In schools in England, Year 5 is for children 9–10 years old, and is the third year of Key Stage 2. Children will be encouraged to take on more responsibility and become more independent.
Although there is no statutory test at the end of Year 5, your child’s teacher will assess your child throughout the year to make sure that they’re at the expected level in English and maths. There is an emphasis on grammar as new concepts like fronted adverbials are introduced.
What to expect in Year 5
Year 5 can be a calm and studious year; a year to embed all of the knowledge learnt in lower Key Stage 2; a year to start the preparations for transition to secondary school.
This is often a year when children grow in maturity – sometimes even more so than in their final year in primary. They gain a greater independence and confidence from being given more responsibility in their learning.
Children in Year 5 are increasingly encouraged to take responsibility for their own learning: to do their homework, to pack their school bag, to remember their PE kits. And they develop and grow as a result. It is about encouraging independence in preparation for bigger things to come.
Here is an all-you-need-to-know guide to life as a parent of a Year 5 child!
What will my child do in Year 5?
As with every other year, the government have set out statutory schemes of learning that must be taught in Year 5. There is an expected standard to reach by the end of the year, and most teachers will make assessments throughout the year to judge if your child is on track to achieve their expectations for maths and English.
In maths, there is an emphasis on fractions, decimals, and percentages in this year. There is also an expectation that they will know all of the written methods for addition, subtraction, multiplication, and division.

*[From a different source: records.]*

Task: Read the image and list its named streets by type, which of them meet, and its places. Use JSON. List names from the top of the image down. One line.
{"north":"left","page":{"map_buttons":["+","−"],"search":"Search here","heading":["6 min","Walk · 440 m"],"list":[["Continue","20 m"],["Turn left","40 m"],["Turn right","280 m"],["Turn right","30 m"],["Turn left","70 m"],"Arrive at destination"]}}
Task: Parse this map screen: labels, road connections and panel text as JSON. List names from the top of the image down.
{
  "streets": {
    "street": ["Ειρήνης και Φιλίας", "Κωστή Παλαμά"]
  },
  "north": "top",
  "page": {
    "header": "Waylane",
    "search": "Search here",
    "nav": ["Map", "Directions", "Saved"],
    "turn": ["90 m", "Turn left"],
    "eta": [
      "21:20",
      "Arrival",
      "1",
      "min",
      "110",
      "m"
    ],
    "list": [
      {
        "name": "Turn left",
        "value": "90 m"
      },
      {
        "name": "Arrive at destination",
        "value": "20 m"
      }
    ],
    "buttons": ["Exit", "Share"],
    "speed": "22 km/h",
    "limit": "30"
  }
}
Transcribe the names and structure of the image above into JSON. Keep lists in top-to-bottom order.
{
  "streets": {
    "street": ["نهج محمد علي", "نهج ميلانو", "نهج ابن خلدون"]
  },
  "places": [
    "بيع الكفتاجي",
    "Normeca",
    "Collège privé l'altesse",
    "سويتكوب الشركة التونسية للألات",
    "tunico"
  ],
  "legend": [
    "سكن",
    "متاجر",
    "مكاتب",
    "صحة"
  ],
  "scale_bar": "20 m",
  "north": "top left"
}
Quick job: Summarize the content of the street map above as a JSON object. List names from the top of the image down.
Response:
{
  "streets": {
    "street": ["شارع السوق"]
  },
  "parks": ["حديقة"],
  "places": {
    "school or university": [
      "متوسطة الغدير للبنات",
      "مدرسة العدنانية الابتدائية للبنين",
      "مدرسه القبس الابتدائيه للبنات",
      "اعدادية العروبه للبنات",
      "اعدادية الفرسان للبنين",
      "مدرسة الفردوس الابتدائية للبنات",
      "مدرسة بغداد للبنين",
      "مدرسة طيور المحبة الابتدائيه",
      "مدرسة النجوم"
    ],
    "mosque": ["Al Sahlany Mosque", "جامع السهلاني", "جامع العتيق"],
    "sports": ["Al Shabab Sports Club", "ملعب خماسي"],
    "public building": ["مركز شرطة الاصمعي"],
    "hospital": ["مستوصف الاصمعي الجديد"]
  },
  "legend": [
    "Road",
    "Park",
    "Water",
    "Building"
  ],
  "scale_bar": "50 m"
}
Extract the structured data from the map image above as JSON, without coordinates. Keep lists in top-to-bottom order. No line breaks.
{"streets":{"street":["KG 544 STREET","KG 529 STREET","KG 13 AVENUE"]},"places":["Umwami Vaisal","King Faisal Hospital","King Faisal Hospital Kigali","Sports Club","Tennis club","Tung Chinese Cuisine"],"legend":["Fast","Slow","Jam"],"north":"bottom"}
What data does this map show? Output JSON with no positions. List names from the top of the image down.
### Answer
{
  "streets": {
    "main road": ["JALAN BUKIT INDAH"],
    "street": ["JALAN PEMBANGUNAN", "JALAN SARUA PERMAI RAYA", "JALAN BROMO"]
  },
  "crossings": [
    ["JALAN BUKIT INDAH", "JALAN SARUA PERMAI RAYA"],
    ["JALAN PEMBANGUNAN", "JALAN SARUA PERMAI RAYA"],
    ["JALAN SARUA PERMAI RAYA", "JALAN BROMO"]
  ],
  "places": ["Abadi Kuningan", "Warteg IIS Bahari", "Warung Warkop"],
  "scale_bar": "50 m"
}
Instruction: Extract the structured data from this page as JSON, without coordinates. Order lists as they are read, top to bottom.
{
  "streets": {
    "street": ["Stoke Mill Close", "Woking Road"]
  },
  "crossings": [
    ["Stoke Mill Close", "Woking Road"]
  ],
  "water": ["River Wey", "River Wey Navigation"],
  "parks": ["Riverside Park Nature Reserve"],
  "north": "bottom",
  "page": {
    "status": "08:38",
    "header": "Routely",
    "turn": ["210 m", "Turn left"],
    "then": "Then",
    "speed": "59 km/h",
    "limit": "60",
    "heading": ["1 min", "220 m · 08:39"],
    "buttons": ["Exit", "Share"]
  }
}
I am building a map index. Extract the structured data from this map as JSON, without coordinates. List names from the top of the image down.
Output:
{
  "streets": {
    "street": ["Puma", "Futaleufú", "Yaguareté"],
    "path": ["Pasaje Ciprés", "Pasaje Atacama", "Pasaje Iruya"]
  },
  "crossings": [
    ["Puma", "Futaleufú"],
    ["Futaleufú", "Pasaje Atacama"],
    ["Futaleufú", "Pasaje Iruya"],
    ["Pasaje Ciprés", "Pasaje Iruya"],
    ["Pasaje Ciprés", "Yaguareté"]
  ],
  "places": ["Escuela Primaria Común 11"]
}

For English, new punctuation is introduced (such as hyphens, semi-colons, and colons). There is a greater emphasis on grammar features too (for example, modal verbs like would, could, might, and must).
3. New topics
There are some fantastic topics this year. A favourite science topic in Year 5 is often space as the children find it so engaging. With lots of space travel in the news, it is also very easy to incorporate science into all areas of the curriculum, especially English and maths.
This is the year when your child will probably have their first sex and relationship lesson in school as it combines neatly with the science unit on reproduction, puberty, and changes in the human body. Often a school will organise parent letters and meetings to let you know just what you will need to discuss over the dinner table.
4. Trips away
Another first experience for many children in Year 4, Year 5, or Year 6 is their first residential visit – a couple of nights away from home, learning lots of new things, mostly outdoors.
Some children are over-excited, some are nervous, some are laid-back, and some are homesick. Don’t worry if your child has not slept away from home before. Often, the parents miss the children more than the other way around!
How can I help my child in Year 5?
Obviously, keep doing all of the usual things that schools say. Continue to hear them read, practise times tables, help them with homework, talk to them about their day, and encourage them to read by visiting the local library or visiting books4people.co.uk
Here are a few extra ideas for can try on top of this.
1. Encourage them to take responsibility
Just like in school, give them some independence and responsibility for their learning at home. Here are a few ways you can start giving them some responsibility at home:
Make them pack their own bag for school so that they get into the habit of thinking for themselves about what they need and what they will be doing that day.
Allow them to make mistakes. If they forget their homework, make them tell the teacher themselves (they learn more quickly from their mistake and they are taking responsibility for it too).
Get into the routine of doing homework at a set time each week if possible. By all means help them, but make sure they make their own decisions about presentation, for example.
If your child is not very organised, then taping a list by the door or to a lunch box works well, as does getting equipment ready the night before.
2. Be encouraging
Another simple thing that you can do as a parent is to be a good example. Never say: ‘I was no good at spelling at school!’ Never tell your child: ‘Go to Dad and let him help you with your maths because he is better than me.’
Children need adults to show them that learning is fun, relevant, and enjoyable – and difficult sometimes. Does it matter if you don’t know the answer? Of course it doesn’t. Instead, look it up together and show that you want to find things out too.
3. Take it easy
Finally, remember that even in Year 5 your child will still need some down-time playing outside or reading a much-loved book. Let them be silly. Let them dress up. Play board games together.